(Stored entries)
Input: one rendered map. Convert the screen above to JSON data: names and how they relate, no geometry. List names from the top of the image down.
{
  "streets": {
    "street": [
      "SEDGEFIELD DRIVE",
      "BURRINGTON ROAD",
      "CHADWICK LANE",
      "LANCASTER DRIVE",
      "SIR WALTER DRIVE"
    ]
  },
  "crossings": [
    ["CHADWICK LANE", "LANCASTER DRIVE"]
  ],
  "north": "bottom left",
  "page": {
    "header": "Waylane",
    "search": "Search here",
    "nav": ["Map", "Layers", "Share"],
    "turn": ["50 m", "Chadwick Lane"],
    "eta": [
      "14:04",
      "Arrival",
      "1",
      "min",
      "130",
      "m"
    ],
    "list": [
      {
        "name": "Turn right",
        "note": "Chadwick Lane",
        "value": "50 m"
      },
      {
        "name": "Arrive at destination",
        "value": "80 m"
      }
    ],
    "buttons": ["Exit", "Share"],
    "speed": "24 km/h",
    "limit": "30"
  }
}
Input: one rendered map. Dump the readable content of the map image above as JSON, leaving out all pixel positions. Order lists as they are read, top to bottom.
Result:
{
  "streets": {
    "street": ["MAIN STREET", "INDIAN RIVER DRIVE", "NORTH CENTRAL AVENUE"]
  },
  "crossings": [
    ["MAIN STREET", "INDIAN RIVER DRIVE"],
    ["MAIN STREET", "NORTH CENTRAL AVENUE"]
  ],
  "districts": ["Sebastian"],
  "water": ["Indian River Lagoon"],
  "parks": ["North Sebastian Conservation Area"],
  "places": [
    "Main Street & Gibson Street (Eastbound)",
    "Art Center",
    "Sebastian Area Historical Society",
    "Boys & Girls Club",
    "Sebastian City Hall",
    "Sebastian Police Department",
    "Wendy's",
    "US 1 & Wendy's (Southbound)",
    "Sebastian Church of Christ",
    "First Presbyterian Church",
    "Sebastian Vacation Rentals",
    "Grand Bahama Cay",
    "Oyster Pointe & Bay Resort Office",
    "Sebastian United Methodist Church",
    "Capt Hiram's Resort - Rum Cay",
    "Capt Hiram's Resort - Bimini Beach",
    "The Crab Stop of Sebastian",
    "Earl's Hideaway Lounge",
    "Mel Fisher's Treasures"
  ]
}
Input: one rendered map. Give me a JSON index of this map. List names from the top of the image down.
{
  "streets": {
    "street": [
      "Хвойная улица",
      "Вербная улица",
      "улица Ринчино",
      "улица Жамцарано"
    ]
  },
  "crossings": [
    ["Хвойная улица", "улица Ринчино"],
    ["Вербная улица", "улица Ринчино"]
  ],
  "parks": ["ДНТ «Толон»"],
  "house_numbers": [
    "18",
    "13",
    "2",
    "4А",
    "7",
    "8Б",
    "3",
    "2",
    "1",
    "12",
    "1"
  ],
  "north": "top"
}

* **WHAT YOU HAVE TO DO**:
From the first line to the last, return the data exactly as written.

* **SOLUTION TO THIS TASK**:
Input: one rendered map. Convert the screen above to JSON data: names and how they relate, no geometry. List names from the top of the image down.
{
  "streets": {
    "street": [
      "SEDGEFIELD DRIVE",
      "BURRINGTON ROAD",
      "CHADWICK LANE",
      "LANCASTER DRIVE",
      "SIR WALTER DRIVE"
    ]
  },
  "crossings": [
    ["CHADWICK LANE", "LANCASTER DRIVE"]
  ],
  "north": "bottom left",
  "page": {
    "header": "Waylane",
    "search": "Search here",
    "nav": ["Map", "Layers", "Share"],
    "turn": ["50 m", "Chadwick Lane"],
    "eta": [
      "14:04",
      "Arrival",
      "1",
      "min",
      "130",
      "m"
    ],
    "list": [
      {
        "name": "Turn right",
        "note": "Chadwick Lane",
        "value": "50 m"
      },
      {
        "name": "Arrive at destination",
        "value": "80 m"
      }
    ],
    "buttons": ["Exit", "Share"],
    "speed": "24 km/h",
    "limit": "30"
  }
}
Input: one rendered map. Dump the readable content of the map image above as JSON, leaving out all pixel positions. Order lists as they are read, top to bottom.
Result:
{
  "streets": {
    "street": ["MAIN STREET", "INDIAN RIVER DRIVE", "NORTH CENTRAL AVENUE"]
  },
  "crossings": [
    ["MAIN STREET", "INDIAN RIVER DRIVE"],
    ["MAIN STREET", "NORTH CENTRAL AVENUE"]
  ],
  "districts": ["Sebastian"],
  "water": ["Indian River Lagoon"],
  "parks": ["North Sebastian Conservation Area"],
  "places": [
    "Main Street & Gibson Street (Eastbound)",
    "Art Center",
    "Sebastian Area Historical Society",
    "Boys & Girls Club",
    "Sebastian City Hall",
    "Sebastian Police Department",
    "Wendy's",
    "US 1 & Wendy's (Southbound)",
    "Sebastian Church of Christ",
    "First Presbyterian Church",
    "Sebastian Vacation Rentals",
    "Grand Bahama Cay",
    "Oyster Pointe & Bay Resort Office",
    "Sebastian United Methodist Church",
    "Capt Hiram's Resort - Rum Cay",
    "Capt Hiram's Resort - Bimini Beach",
    "The Crab Stop of Sebastian",
    "Earl's Hideaway Lounge",
    "Mel Fisher's Treasures"
  ]
}
Input: one rendered map. Give me a JSON index of this map. List names from the top of the image down.
{
  "streets": {
    "street": [
      "Хвойная улица",
      "Вербная улица",
      "улица Ринчино",
      "улица Жамцарано"
    ]
  },
  "crossings": [
    ["Хвойная улица", "улица Ринчино"],
    ["Вербная улица", "улица Ринчино"]
  ],
  "parks": ["ДНТ «Толон»"],
  "house_numbers": [
    "18",
    "13",
    "2",
    "4А",
    "7",
    "8Б",
    "3",
    "2",
    "1",
    "12",
    "1"
  ],
  "north": "top"
}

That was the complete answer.